Examine each line in the records below for the word "does". Report how many lines contain it, and nothing else.

(Stored data entries)

# # # # # # #

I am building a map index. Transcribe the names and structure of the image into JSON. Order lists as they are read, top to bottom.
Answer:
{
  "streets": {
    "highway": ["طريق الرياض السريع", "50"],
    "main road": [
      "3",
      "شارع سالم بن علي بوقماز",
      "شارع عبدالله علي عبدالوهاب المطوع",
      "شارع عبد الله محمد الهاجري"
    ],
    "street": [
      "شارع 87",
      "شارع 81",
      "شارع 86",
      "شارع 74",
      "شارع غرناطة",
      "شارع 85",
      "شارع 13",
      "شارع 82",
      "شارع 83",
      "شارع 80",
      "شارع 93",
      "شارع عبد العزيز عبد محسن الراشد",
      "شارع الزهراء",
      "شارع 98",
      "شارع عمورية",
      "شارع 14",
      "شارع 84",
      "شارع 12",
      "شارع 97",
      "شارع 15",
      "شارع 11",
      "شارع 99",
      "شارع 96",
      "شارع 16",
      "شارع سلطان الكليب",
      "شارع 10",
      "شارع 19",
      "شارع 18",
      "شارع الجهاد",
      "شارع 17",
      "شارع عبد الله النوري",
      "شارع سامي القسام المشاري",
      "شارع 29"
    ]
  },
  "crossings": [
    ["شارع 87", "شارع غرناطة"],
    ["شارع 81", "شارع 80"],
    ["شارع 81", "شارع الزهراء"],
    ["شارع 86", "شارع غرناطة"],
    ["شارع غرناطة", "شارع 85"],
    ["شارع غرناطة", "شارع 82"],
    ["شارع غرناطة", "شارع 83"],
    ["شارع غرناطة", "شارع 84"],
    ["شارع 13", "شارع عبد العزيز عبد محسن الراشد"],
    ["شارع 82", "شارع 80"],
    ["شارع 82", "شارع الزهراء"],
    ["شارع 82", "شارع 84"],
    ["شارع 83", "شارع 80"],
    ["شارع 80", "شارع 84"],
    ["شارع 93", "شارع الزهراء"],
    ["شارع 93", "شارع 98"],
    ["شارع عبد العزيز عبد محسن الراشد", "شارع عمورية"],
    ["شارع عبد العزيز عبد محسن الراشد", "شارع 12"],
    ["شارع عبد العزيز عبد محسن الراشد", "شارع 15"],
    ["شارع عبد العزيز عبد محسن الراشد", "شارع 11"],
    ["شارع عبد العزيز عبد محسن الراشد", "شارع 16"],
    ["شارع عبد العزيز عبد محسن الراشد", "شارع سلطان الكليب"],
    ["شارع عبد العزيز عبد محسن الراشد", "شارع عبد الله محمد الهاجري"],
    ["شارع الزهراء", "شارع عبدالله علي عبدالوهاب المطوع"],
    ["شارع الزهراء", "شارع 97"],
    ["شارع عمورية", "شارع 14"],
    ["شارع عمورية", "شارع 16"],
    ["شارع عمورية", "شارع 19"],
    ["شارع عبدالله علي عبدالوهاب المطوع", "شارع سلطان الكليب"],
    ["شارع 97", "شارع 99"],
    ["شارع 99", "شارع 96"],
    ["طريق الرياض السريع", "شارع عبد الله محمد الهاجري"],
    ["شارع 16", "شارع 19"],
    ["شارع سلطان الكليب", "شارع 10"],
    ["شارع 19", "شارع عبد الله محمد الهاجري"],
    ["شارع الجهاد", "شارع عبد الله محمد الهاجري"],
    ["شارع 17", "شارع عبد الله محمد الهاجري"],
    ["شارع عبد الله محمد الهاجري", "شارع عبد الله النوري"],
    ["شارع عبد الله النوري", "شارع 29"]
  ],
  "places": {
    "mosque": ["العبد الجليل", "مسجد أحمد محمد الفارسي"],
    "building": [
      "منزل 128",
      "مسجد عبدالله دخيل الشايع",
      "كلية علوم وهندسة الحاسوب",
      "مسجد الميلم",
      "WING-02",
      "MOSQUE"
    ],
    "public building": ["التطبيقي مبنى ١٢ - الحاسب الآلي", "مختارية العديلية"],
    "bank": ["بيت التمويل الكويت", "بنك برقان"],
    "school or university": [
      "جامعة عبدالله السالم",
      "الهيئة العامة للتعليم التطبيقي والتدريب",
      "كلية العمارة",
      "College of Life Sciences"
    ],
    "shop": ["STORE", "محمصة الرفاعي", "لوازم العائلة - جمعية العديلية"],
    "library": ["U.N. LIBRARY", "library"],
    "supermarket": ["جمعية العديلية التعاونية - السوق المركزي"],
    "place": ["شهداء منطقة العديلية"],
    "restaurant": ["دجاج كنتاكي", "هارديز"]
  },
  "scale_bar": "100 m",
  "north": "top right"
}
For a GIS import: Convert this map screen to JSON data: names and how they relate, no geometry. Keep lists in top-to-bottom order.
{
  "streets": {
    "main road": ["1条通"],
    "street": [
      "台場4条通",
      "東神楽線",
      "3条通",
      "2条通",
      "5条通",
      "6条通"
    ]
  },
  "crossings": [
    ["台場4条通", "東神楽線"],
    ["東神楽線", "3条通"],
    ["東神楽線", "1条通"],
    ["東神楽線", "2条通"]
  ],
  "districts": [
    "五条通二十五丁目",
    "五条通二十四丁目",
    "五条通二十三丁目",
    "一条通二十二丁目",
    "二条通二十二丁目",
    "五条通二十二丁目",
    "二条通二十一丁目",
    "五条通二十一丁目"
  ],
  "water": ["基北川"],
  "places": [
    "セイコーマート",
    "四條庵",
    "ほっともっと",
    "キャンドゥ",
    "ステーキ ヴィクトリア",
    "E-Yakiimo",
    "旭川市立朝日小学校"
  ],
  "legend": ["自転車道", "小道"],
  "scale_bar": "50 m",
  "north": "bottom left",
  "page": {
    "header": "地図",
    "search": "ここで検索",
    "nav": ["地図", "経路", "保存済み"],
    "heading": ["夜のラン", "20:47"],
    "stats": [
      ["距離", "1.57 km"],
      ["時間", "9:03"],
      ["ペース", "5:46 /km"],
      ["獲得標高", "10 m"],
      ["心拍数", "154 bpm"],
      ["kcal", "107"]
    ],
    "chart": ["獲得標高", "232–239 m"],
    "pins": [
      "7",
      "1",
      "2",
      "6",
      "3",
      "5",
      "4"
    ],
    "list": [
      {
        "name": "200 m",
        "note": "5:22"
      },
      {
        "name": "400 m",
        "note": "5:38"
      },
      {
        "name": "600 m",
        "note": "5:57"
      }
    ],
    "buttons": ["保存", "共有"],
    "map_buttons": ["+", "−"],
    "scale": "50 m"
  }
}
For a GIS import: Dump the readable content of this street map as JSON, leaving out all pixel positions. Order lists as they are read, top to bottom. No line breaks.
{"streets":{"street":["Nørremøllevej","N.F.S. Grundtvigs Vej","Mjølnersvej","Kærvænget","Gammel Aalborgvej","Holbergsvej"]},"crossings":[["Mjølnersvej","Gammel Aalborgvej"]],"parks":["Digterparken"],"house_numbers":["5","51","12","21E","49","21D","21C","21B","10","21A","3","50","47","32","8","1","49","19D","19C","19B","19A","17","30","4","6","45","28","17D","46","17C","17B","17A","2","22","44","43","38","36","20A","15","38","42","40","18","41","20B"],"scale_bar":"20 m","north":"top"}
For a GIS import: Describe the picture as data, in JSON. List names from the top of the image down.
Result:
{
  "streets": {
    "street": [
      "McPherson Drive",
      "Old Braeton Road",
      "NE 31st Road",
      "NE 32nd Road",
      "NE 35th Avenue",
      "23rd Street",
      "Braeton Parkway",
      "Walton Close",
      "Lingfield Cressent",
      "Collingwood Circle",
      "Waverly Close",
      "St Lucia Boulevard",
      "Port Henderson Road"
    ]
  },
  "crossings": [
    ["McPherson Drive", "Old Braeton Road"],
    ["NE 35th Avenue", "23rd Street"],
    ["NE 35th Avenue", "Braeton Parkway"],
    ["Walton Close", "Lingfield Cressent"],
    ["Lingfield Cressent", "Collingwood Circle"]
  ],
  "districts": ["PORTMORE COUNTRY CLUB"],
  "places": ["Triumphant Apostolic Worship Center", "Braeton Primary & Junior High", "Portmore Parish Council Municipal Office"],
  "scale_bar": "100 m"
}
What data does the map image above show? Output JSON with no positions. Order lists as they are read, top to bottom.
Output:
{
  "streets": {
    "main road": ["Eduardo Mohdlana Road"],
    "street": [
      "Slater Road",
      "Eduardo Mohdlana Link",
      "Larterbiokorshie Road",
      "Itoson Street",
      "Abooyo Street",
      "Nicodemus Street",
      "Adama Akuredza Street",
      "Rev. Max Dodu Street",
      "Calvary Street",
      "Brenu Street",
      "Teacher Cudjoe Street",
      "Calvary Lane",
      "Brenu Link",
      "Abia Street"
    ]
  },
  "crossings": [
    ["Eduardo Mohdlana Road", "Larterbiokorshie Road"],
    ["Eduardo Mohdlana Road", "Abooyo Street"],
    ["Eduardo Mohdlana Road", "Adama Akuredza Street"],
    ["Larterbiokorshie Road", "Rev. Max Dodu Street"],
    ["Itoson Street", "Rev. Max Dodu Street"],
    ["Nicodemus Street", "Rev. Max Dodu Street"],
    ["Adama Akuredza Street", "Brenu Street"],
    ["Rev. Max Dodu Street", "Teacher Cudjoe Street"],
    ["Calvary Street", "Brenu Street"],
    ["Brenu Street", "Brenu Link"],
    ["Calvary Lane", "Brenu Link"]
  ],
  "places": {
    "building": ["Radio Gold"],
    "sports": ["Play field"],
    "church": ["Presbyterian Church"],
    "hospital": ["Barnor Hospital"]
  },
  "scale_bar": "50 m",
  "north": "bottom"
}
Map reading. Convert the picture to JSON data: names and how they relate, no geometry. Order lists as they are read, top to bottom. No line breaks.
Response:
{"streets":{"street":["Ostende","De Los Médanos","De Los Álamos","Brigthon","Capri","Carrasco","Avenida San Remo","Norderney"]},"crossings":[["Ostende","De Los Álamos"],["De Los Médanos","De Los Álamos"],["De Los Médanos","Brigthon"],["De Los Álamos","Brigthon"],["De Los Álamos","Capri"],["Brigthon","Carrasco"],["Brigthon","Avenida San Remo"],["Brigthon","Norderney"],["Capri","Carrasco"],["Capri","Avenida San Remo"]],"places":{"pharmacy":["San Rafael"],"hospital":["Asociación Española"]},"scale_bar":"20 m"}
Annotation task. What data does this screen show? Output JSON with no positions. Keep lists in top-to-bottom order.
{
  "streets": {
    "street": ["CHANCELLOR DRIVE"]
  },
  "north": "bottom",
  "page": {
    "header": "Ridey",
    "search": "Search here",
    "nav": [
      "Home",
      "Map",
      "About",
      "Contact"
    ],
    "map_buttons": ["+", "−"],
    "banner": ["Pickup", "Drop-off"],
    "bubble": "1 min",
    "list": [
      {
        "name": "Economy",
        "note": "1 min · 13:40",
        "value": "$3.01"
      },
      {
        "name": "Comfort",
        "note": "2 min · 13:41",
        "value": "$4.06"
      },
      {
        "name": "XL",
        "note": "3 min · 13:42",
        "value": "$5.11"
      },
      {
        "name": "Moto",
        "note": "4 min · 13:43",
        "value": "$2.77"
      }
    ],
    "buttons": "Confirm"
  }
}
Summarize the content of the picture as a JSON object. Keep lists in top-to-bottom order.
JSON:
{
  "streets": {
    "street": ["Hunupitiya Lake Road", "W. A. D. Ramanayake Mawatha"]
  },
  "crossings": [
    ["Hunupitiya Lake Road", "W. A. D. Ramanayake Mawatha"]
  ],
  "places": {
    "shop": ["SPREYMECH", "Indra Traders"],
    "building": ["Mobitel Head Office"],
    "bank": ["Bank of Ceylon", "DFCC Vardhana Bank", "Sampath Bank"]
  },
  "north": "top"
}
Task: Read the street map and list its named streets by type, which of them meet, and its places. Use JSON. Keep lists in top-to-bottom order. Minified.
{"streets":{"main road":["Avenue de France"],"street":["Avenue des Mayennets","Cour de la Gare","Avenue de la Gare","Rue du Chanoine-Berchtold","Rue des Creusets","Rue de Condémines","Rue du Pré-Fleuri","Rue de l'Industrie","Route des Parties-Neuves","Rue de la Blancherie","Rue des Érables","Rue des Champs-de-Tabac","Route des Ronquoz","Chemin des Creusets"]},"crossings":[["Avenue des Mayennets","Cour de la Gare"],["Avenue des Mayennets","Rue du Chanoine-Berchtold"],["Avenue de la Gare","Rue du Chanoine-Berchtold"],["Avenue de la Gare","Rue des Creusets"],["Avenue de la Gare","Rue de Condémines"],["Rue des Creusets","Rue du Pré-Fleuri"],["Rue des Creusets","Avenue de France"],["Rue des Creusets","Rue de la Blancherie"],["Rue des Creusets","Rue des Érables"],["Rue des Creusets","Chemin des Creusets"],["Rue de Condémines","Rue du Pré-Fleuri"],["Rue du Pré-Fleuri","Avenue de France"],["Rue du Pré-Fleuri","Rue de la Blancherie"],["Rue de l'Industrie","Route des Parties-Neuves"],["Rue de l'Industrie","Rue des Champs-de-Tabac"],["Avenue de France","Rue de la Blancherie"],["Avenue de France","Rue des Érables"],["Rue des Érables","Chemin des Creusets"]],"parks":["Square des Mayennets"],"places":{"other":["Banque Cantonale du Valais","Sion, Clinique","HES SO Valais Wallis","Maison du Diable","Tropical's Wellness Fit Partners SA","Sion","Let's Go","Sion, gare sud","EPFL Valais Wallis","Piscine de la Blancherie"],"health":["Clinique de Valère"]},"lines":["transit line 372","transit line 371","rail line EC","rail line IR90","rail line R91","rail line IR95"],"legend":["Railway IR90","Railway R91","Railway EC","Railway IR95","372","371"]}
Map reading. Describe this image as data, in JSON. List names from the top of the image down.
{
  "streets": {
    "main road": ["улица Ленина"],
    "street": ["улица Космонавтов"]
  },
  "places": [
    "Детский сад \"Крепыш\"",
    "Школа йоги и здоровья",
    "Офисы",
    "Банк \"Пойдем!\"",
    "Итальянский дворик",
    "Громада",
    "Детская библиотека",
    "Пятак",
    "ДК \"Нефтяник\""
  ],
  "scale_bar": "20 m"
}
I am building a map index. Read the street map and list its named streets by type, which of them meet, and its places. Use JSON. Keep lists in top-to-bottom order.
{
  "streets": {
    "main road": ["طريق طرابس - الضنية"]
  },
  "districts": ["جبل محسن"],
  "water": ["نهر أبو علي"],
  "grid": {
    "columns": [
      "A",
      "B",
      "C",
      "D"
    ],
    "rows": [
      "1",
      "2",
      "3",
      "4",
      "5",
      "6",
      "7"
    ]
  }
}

# # # # # # #

## Exercise result
2